Nevertheless, it may not reflect actual bone biomechanics. The effect of fatigue loading was not investigated. Fatigue failure in fixed PPFs occurs approximately after 22 months of fixation.45 Previous studies to replicate fatigue loading have used fast-tracked timelines. Still, they do not reflect the influences of healing and callus formation on the biomechanical properties of the healing PFFs. We could not accurately simulate all physiologic forces on the femur. This study’s setting does not represent the effect of soft tissues such as muscles and ligaments, which may provide additional stability to the fracture site and alter the biomechanical characteristics. This study aimed to compare the relative stiffness between constructs instead of an ideal value for enhancing fracture healing, a trade-off between construct stiffness and biological factors.
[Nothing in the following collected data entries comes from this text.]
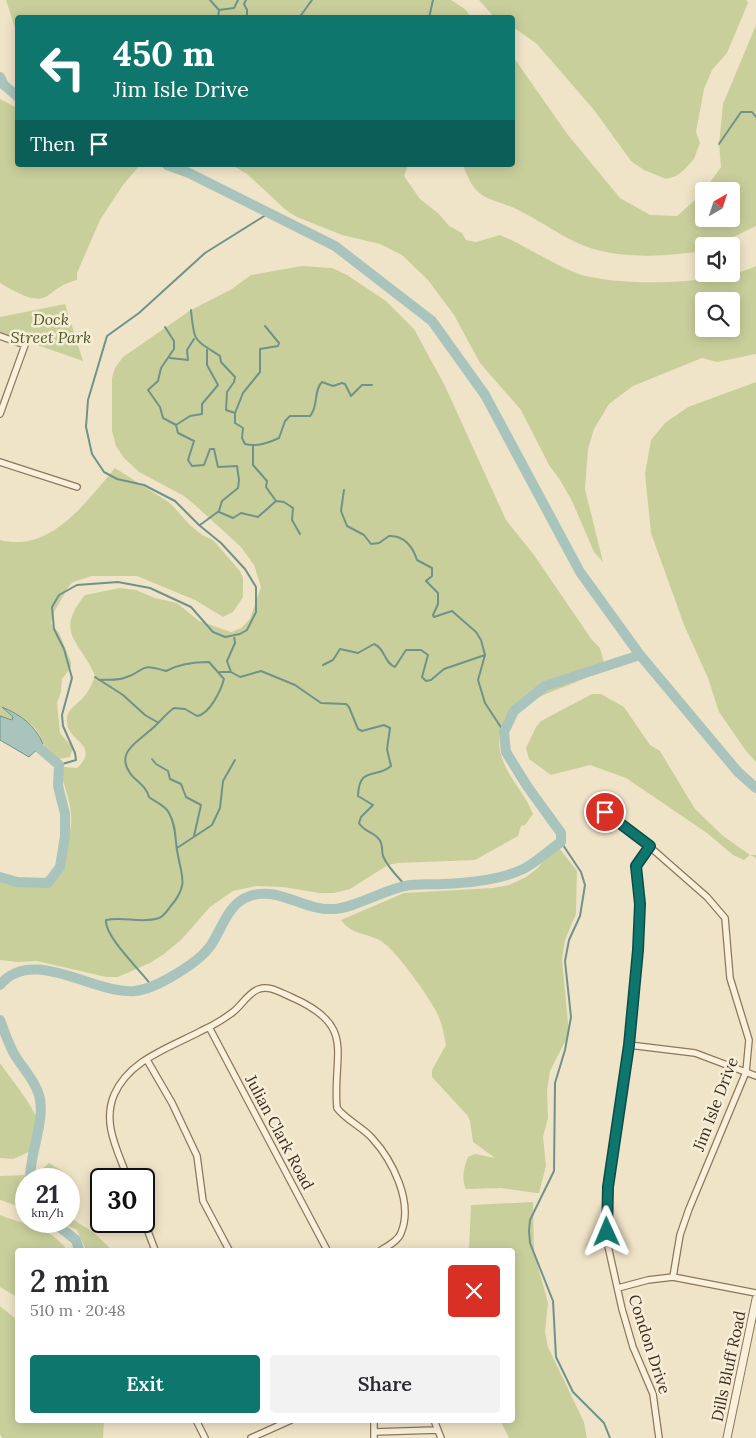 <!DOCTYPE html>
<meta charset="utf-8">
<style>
:root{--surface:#fff;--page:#f2f2f3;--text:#2b2b33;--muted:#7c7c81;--accent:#0f766e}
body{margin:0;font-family:Lora,serif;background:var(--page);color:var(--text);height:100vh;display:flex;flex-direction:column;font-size:19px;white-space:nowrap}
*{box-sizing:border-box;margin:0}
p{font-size:16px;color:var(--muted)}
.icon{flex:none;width:28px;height:28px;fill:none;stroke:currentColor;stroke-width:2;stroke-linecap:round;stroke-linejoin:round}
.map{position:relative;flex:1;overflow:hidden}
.drawer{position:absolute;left:15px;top:1248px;width:500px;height:175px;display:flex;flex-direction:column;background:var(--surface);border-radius:5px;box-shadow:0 2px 12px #0003}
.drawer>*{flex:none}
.guide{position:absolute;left:15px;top:15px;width:500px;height:152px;border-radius:5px;box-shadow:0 2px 12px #0003;background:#0f766e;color:#fff;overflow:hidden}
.needle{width:32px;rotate:39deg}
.buttons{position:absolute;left:695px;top:182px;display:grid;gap:10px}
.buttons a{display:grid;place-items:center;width:45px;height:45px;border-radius:5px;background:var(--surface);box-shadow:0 2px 12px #0003;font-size:25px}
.speed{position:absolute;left:15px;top:1168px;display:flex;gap:10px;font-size:25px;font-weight:700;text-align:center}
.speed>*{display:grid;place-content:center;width:65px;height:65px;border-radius:50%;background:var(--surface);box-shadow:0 2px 12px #0003;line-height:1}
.speed small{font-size:12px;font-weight:400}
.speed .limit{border:2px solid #111;border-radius:8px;background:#fff;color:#111}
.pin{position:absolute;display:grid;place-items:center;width:42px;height:42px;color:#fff;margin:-21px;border:2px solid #fff;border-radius:50%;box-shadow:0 1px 5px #0007}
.me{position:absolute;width:55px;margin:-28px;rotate:359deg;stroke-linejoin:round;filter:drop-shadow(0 0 4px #0008)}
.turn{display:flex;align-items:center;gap:18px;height:105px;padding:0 15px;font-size:22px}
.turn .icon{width:65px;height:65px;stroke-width:2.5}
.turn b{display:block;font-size:35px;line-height:42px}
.then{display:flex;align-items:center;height:48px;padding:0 15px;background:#0003;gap:10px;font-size:19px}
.round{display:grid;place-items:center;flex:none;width:52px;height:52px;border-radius:5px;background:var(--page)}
.headline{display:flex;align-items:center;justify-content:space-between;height:85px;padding:0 15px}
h1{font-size:30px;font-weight:600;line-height:38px}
.button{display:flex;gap:10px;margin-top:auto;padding:10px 15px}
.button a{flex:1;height:58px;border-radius:5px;background:var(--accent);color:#fff;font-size:20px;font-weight:600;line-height:58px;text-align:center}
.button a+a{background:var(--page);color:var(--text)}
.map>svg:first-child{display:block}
</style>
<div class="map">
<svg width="756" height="1438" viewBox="0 0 756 1438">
<rect width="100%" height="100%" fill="#f0e4c8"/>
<path fill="#c9cf9b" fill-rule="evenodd" d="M6,0H451L465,9L471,17L18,18L17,34Z
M479,0H746L748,3L727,53L712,70L704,89L696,132L700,143L694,159L684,170L676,176L666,179L644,170L631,161L594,110L537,44L513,27L512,18L494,17Z
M756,25V226L715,246H704V251C668,256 629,259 593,249C567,241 546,224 522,212C490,195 477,205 463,165H512L513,60L516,61L568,135L620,198L650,215L677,216L704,192V219H731V191H704L721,167L719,144L723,104Z
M0,99L17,108L18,165H140L123,185L100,220L77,273V280C64,283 58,288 47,296C35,305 11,289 0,283Z
M232,165H408L404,176L420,199L439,214L449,226L462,233L466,240L476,242L500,235C527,246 551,264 579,274C619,287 718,285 756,266V354L717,362L702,358L633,386L609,404L594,429L588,449L585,489L603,562L594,552L572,501L560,480L549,465L521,410L480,363L454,315L428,280L402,255L380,244L342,235L297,217L287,211L247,174ZM704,301H731V329H704Z
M302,266L332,268L347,275L386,301L414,329L445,386L506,520L534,555L592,640L600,648L604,663C583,695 481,692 502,758C509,779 525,793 533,814L525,825L521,826L518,836L475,860L398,863L388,865L350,889L334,893H319L283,887L256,886L233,891L210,907L182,939L164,954L150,963L118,977H106L37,961L17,962L0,960V881C22,887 41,885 57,868C76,822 75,819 60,771L64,767L77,768C101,745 68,742 67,722C66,708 79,704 86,694C90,689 93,681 95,676C81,641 53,634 85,595L120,588L136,590L155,598L177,603L199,621L231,632L241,628L250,619L261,587L254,565L241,547L196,506L184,496L139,472L124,458L116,446L112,431V378L115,368L123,357L191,310L232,289L251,275Z
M65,304L83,361L0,332V317Z
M756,382V762L746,751L719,712L708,678L684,625L651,533L645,474L651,440L665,423L688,407Z
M115,468L170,503L190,525L202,535L213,540L240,571L243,578V597L233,612L223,617L195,600L137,576H92L73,582L69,586L54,612L51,623L59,633L71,662V667L62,679L61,692L57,703L60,733L73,748L70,757L59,759C42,753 44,736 32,725C27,721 19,719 13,717L12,720L0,716V540C51,553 86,502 115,468Z
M592,694H601L624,707L650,745L660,751L695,809L722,835L750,855H756V858L750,855L744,860L733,855L707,833L626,778L590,765L551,775L529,759L526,748L536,727L541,721Z
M556,844L577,871L576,914L565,940L562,959L569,1034L550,1071L547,1091L548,1118L543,1137L546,1166L539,1193H536L501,1188L466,1189C461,1179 464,1166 468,1157L475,1154L495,1158L473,1142L470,1121L467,1115L432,1077V1070L446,1045C444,1035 442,1024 438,1015C430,998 396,950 381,941C368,933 351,935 341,920L404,893L493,888L509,885L526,877L538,868Z
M0,1063C13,1083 53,1125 38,1148L13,1159L0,1158Z
M49,1163C58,1169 76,1176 71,1189L69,1190V1179H26V1209L0,1200V1176L27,1175L33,1177Z
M533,1202L534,1252L548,1303L545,1332L548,1347L584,1422L587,1438H509L500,1420H512V1250H469L471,1205Z
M0,1215C27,1226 44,1224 65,1247V1250H18L17,1297L0,1287Z
M69,1217L93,1232L112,1250H86L77,1230L58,1221H69Z
M0,1306L17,1320L18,1420H104L103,1438H2L0,1434Z"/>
<path fill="#a9c4bc" stroke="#6f938a" d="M2,707C21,715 35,725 43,744L29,757L0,740V716L12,720L13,717Z"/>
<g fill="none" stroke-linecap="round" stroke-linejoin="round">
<path stroke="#6f938a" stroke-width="2" d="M210,0L219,10
M246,0L244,4L247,10V18
M219,10L234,8L238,0
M218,18L219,10
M299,18L312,0
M429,18L433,0
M719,144L741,112H752L756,117
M191,310C194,343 194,339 220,356L221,362L235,377L234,382L227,392L226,410L235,413
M265,326L279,343L278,346L260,349V372L243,393L235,413V423L243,428L242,438L245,444C257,447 268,443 279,438L285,421L290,416H310C319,406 313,391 322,382L333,386L342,383L345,384L351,396L362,385H372
M165,327L174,341V349L161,368L158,381L148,390L160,407L163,418L176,425
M170,358L188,360L187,350L194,339
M176,425L178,433L194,441L188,460L192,466L204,465L210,449H214L218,467L237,466L239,480L238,488L222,501L219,511L200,525
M176,425L190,416L202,414V404L218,385L207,365V350
M253,446V465L267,481L266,487L276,501
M344,490L341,511L347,526L364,535L371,544L379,543L389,536C404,535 413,547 417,560L432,568V576L426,581L438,593V604L433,615L434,617L452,611L476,632L481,640L485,655L478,680L485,703L504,732
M276,501L284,502L293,508L292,520L300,534
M219,512L233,518L241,513L258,517L276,501
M323,665L333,660L340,649L358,653L374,644C385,648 384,663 395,667L406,650H421L428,655L422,677L426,681L431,680L444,669L485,655
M220,672H231L240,677L261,671L295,685L321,703L346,704L349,707L358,729L362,731L384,725L390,728L387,749L391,766C377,779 359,765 358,796L373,805L361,817L359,823C364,832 372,831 378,838C384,844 381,850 383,856C388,868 398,877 406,886
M231,672L227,661L235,643L234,635
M95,677L123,695L145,715L157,722
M99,680C107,679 116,681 124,678C148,671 136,662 166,671C179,664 194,662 209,662L224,679C221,690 210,714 197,716L185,709L174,708C164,715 158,725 148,732C136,743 116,753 130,773C136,782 146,785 149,797C155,802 165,805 169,813C176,825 175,838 177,850C181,876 190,884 170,907C167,911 164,916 159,918C141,924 124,916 106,920C104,936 141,971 151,985
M152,759L156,764L168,771L170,779L181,784L186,797L201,805L194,836
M59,765L76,760L75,753L63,726L62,715L72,678L64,649L54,629L52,607L59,595L77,585L118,582L150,588L191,607L213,632L225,637L240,634L247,630L256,612V587L245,569L221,543L199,525L175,501L144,485L117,479L104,472L92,454L86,427L88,400L107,336L139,313L205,253L269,213
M561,842L581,872L585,885L580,916L569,940L565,961L571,1017L565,1050L555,1083L554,1171L530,1220L529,1231L530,1243L553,1301L556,1357L573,1392L604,1423L610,1438
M177,848L212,825L220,808L223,781L235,760"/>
<path stroke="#a9c4bc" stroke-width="10" d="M0,77L4,85L18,97
M167,165L189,173L335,246L432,321L485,395L580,572L640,655L738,772L756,788
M0,877L17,882L48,883L60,867L65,836V814L58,786L59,765L30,740
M0,985C32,945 95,995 135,991C156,989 200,962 211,945C223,927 228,903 250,896C279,886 304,911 334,909C354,908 384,890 405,886C417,883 431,885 443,884C467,883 499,880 521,870C533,865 549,850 561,842V833L527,786L506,752L504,732L514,711L545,686L640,655
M0,1020C4,1031 8,1042 13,1052C21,1067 34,1078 39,1095C46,1119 30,1152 30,1179
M52,1221L76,1240L79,1250"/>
<g stroke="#8d765c" stroke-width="8">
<path id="minor" d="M0,336L25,345L0,414
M0,462L77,487
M605,813L650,847L707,897L725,918L730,978L749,1040L746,1072L689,1209L680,1235L673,1277
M650,847L636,866L640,905L638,950L629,1045L608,1187L606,1217L608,1246L622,1309L633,1347L653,1394L659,1438
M209,1027L327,1250
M629,1045L695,1053L756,1076
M147,1060L172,1103L197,1156L203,1201L229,1250
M128,1179C118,1151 102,1124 114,1095C129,1060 169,1048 201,1031C212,1026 224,1019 233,1012C241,1006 249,992 259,989C270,985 281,993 291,997C358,1026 332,1053 337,1108C346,1120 361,1126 372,1138C392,1160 414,1202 401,1233C398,1241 388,1246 381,1250
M144,1221L155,1250
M618,1288L648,1280L673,1277L756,1293
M196,1420L205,1438
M374,1420V1438
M434,1420L441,1438
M374,1432L437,1430
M251,1438L291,1420"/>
</g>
<g stroke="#8d765c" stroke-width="9">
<path id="tertiary" d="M727,1438L756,1299"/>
</g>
<use href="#minor" stroke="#faf1dc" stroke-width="5.5"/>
<use href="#tertiary" stroke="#faf1dc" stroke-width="7"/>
</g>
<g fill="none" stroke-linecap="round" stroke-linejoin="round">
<g stroke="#0a4d48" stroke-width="12">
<path id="route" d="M605,812L650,846L636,866L640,904L638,950L629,1045L608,1187L607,1232"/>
</g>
<use href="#route" stroke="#0f766e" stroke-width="9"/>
</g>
<g text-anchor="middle" stroke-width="5" stroke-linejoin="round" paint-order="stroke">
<g font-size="16" font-style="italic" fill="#4d5a26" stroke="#f7eed8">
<text x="51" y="325">Dock<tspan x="51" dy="18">Street Park</tspan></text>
</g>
<g font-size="16" fill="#3d2e20" stroke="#f7eed8">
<text transform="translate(715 1104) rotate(-69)" y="6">Jim Isle Drive</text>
<text transform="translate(280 1132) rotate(62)" y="6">Julian Clark Road</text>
<text transform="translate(650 1344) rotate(72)" y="6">Condon Drive</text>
<text transform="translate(728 1366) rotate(-78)" y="6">Dills Bluff Road</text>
</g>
</g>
</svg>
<div class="buttons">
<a><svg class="needle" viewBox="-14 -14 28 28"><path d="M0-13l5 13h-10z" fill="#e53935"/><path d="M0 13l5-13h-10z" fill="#7c7c81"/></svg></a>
<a><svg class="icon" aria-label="sound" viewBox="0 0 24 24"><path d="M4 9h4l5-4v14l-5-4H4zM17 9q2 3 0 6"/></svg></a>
<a><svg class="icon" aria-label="search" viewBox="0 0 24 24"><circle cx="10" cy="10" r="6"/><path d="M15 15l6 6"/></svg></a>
</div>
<div class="speed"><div>21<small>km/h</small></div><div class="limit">30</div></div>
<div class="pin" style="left:605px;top:812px;background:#d93025"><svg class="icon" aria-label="arrive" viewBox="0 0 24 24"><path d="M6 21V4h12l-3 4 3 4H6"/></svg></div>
<svg class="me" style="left:607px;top:1232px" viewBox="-20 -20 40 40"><path d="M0-17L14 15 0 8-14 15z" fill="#0f766e" stroke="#fff" stroke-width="4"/></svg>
<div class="guide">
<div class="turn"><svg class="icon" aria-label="left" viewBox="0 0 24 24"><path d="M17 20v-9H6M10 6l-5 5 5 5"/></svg><div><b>450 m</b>Jim Isle Drive</div></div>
<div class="then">Then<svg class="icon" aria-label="arrive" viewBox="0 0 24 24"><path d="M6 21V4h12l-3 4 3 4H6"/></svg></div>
</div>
<section class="drawer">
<div class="headline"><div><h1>2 min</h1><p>510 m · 20:48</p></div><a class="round" style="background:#d93025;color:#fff"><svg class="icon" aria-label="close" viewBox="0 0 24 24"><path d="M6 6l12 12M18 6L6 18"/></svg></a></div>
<div class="button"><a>Exit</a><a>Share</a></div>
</section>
</div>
Increased stiffness does not equate to an optimum healing situation.
Conclusion
In conclusion, using bicortical screws in the proximal construct of Vancouver type C PPFs increases construct stiffness in axial and bending loads. Though controversial, the use of cerclage cables might have a place for construct augmentation when using only unicortical screws or a combination of unicortical and bicortical screws, and its effects might be related to maintaining the longevity of the construct rather than increasing its stiffness during acutely applied loads.
DECLARATION OF CONFLICT OF INTEREST
The authors declare no conflict of interest.
DECLARATION OF FUNDING
AO Foundation Fellows Research Grant
DECLARATION OF ETHICAL APPROVAL FOR STUDY
The Institution requires no ethical approval for cadaveric studies.